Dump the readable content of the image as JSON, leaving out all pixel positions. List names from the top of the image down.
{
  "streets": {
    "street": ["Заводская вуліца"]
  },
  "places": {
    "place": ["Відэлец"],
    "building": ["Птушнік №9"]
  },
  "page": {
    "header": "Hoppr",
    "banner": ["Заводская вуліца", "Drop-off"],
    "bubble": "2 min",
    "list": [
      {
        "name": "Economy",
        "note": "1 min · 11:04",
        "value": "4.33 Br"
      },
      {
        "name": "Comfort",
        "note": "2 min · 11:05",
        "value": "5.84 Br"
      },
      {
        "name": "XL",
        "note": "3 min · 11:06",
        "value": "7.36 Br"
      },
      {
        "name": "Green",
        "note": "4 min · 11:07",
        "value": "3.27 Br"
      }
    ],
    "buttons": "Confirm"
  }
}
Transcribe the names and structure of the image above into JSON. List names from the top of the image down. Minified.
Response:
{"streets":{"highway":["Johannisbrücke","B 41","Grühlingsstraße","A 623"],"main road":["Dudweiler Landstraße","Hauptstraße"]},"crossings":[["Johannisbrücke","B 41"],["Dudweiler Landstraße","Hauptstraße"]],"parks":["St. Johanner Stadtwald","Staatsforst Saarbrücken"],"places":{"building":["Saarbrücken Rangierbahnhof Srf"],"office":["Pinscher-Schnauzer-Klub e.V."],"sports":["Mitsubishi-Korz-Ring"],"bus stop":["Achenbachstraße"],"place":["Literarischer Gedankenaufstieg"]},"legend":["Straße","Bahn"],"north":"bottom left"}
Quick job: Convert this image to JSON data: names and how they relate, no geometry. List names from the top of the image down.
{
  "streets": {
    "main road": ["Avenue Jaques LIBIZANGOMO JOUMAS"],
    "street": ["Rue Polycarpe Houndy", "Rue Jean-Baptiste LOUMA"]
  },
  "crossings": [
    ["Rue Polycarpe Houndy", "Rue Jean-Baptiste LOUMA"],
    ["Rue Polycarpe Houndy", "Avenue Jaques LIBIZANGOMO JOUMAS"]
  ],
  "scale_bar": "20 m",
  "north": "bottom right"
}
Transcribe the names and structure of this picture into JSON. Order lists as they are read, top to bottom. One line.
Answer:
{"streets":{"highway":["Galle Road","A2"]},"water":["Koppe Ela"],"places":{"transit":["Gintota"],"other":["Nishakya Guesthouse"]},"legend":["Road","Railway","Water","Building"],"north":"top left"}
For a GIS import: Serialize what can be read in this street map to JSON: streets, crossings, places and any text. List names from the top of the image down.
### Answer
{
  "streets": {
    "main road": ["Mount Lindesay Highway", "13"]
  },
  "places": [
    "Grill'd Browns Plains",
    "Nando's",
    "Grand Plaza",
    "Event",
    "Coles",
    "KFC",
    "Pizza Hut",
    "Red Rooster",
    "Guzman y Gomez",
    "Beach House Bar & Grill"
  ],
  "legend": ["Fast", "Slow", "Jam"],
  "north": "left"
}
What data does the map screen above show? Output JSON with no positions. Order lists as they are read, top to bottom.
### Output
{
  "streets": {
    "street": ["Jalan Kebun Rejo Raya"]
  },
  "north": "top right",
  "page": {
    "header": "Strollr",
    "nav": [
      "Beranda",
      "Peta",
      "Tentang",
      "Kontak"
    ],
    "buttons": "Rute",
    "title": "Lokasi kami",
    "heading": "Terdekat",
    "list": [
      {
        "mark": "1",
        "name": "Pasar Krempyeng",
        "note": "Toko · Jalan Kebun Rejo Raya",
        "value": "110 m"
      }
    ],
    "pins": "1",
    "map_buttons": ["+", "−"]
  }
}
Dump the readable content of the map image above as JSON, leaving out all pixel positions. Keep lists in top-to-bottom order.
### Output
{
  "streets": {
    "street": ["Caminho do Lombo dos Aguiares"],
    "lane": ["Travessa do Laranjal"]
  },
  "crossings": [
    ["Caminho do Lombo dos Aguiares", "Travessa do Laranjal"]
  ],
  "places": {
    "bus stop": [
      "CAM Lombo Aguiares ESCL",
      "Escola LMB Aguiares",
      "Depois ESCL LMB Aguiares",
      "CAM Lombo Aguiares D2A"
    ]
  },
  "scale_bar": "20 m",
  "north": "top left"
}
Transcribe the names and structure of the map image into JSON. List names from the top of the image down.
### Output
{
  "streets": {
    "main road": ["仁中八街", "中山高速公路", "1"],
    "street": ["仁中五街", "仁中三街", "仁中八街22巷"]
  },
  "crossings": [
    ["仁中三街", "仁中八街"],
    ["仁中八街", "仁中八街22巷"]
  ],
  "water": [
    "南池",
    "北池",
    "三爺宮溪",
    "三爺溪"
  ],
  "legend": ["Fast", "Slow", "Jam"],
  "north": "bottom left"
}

• _PROBLEM TO WORK ON_
All records shown above must be set down again verbatim.

• _EXERCISE OUTPUT_
Dump the readable content of the image as JSON, leaving out all pixel positions. List names from the top of the image down.
{
  "streets": {
    "street": ["Заводская вуліца"]
  },
  "places": {
    "place": ["Відэлец"],
    "building": ["Птушнік №9"]
  },
  "page": {
    "header": "Hoppr",
    "banner": ["Заводская вуліца", "Drop-off"],
    "bubble": "2 min",
    "list": [
      {
        "name": "Economy",
        "note": "1 min · 11:04",
        "value": "4.33 Br"
      },
      {
        "name": "Comfort",
        "note": "2 min · 11:05",
        "value": "5.84 Br"
      },
      {
        "name": "XL",
        "note": "3 min · 11:06",
        "value": "7.36 Br"
      },
      {
        "name": "Green",
        "note": "4 min · 11:07",
        "value": "3.27 Br"
      }
    ],
    "buttons": "Confirm"
  }
}
Transcribe the names and structure of the image above into JSON. List names from the top of the image down. Minified.
Response:
{"streets":{"highway":["Johannisbrücke","B 41","Grühlingsstraße","A 623"],"main road":["Dudweiler Landstraße","Hauptstraße"]},"crossings":[["Johannisbrücke","B 41"],["Dudweiler Landstraße","Hauptstraße"]],"parks":["St. Johanner Stadtwald","Staatsforst Saarbrücken"],"places":{"building":["Saarbrücken Rangierbahnhof Srf"],"office":["Pinscher-Schnauzer-Klub e.V."],"sports":["Mitsubishi-Korz-Ring"],"bus stop":["Achenbachstraße"],"place":["Literarischer Gedankenaufstieg"]},"legend":["Straße","Bahn"],"north":"bottom left"}
Quick job: Convert this image to JSON data: names and how they relate, no geometry. List names from the top of the image down.
{
  "streets": {
    "main road": ["Avenue Jaques LIBIZANGOMO JOUMAS"],
    "street": ["Rue Polycarpe Houndy", "Rue Jean-Baptiste LOUMA"]
  },
  "crossings": [
    ["Rue Polycarpe Houndy", "Rue Jean-Baptiste LOUMA"],
    ["Rue Polycarpe Houndy", "Avenue Jaques LIBIZANGOMO JOUMAS"]
  ],
  "scale_bar": "20 m",
  "north": "bottom right"
}
Transcribe the names and structure of this picture into JSON. Order lists as they are read, top to bottom. One line.
Answer:
{"streets":{"highway":["Galle Road","A2"]},"water":["Koppe Ela"],"places":{"transit":["Gintota"],"other":["Nishakya Guesthouse"]},"legend":["Road","Railway","Water","Building"],"north":"top left"}
For a GIS import: Serialize what can be read in this street map to JSON: streets, crossings, places and any text. List names from the top of the image down.
### Answer
{
  "streets": {
    "main road": ["Mount Lindesay Highway", "13"]
  },
  "places": [
    "Grill'd Browns Plains",
    "Nando's",
    "Grand Plaza",
    "Event",
    "Coles",
    "KFC",
    "Pizza Hut",
    "Red Rooster",
    "Guzman y Gomez",
    "Beach House Bar & Grill"
  ],
  "legend": ["Fast", "Slow", "Jam"],
  "north": "left"
}
What data does the map screen above show? Output JSON with no positions. Order lists as they are read, top to bottom.
### Output
{
  "streets": {
    "street": ["Jalan Kebun Rejo Raya"]
  },
  "north": "top right",
  "page": {
    "header": "Strollr",
    "nav": [
      "Beranda",
      "Peta",
      "Tentang",
      "Kontak"
    ],
    "buttons": "Rute",
    "title": "Lokasi kami",
    "heading": "Terdekat",
    "list": [
      {
        "mark": "1",
        "name": "Pasar Krempyeng",
        "note": "Toko · Jalan Kebun Rejo Raya",
        "value": "110 m"
      }
    ],
    "pins": "1",
    "map_buttons": ["+", "−"]
  }
}
Dump the readable content of the map image above as JSON, leaving out all pixel positions. Keep lists in top-to-bottom order.
### Output
{
  "streets": {
    "street": ["Caminho do Lombo dos Aguiares"],
    "lane": ["Travessa do Laranjal"]
  },
  "crossings": [
    ["Caminho do Lombo dos Aguiares", "Travessa do Laranjal"]
  ],
  "places": {
    "bus stop": [
      "CAM Lombo Aguiares ESCL",
      "Escola LMB Aguiares",
      "Depois ESCL LMB Aguiares",
      "CAM Lombo Aguiares D2A"
    ]
  },
  "scale_bar": "20 m",
  "north": "top left"
}
Transcribe the names and structure of the map image into JSON. List names from the top of the image down.
### Output
{
  "streets": {
    "main road": ["仁中八街", "中山高速公路", "1"],
    "street": ["仁中五街", "仁中三街", "仁中八街22巷"]
  },
  "crossings": [
    ["仁中三街", "仁中八街"],
    ["仁中八街", "仁中八街22巷"]
  ],
  "water": [
    "南池",
    "北池",
    "三爺宮溪",
    "三爺溪"
  ],
  "legend": ["Fast", "Slow", "Jam"],
  "north": "bottom left"
}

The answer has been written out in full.